*** EXCERPTED RECORDS
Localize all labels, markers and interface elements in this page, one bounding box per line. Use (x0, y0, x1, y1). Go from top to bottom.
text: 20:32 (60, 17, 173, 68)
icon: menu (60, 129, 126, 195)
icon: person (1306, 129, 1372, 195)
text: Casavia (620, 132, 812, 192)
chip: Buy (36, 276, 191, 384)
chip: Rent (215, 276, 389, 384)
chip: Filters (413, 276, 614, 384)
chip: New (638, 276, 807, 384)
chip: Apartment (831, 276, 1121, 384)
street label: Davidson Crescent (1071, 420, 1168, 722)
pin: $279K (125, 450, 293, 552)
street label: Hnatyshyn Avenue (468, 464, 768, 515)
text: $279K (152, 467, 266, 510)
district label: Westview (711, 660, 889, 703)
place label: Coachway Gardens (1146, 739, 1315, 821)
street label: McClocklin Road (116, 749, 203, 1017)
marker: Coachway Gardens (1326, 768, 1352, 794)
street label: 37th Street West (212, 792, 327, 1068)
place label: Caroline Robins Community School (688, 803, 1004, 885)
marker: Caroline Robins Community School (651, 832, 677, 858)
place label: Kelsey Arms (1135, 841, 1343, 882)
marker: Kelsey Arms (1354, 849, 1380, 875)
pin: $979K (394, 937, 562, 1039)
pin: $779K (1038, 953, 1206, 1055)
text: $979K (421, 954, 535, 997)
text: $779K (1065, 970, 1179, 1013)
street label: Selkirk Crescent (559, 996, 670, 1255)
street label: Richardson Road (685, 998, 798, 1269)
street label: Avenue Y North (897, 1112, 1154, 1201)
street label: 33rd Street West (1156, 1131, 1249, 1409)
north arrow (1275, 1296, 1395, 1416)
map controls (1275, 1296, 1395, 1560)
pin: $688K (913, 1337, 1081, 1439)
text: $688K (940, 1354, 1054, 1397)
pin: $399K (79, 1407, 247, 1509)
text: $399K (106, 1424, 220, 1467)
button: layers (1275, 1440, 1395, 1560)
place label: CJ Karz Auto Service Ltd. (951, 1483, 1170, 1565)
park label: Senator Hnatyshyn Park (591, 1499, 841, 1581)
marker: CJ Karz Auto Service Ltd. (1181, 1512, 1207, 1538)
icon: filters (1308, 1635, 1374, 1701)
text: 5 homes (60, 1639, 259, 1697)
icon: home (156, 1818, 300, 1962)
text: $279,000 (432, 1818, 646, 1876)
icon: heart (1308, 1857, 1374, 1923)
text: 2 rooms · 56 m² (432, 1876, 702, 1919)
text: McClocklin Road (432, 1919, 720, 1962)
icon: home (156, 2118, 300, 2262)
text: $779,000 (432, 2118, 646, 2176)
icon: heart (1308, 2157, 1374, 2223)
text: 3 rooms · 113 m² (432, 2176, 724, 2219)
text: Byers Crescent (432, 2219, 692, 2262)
******
* [PROBLEM]: Find each line in the records holding the string "Road" and show it.

* [RESPONSE TO THE TASK]:
street label: McClocklin Road (116, 749, 203, 1017)
street label: Richardson Road (685, 998, 798, 1269)
text: McClocklin Road (432, 1919, 720, 1962)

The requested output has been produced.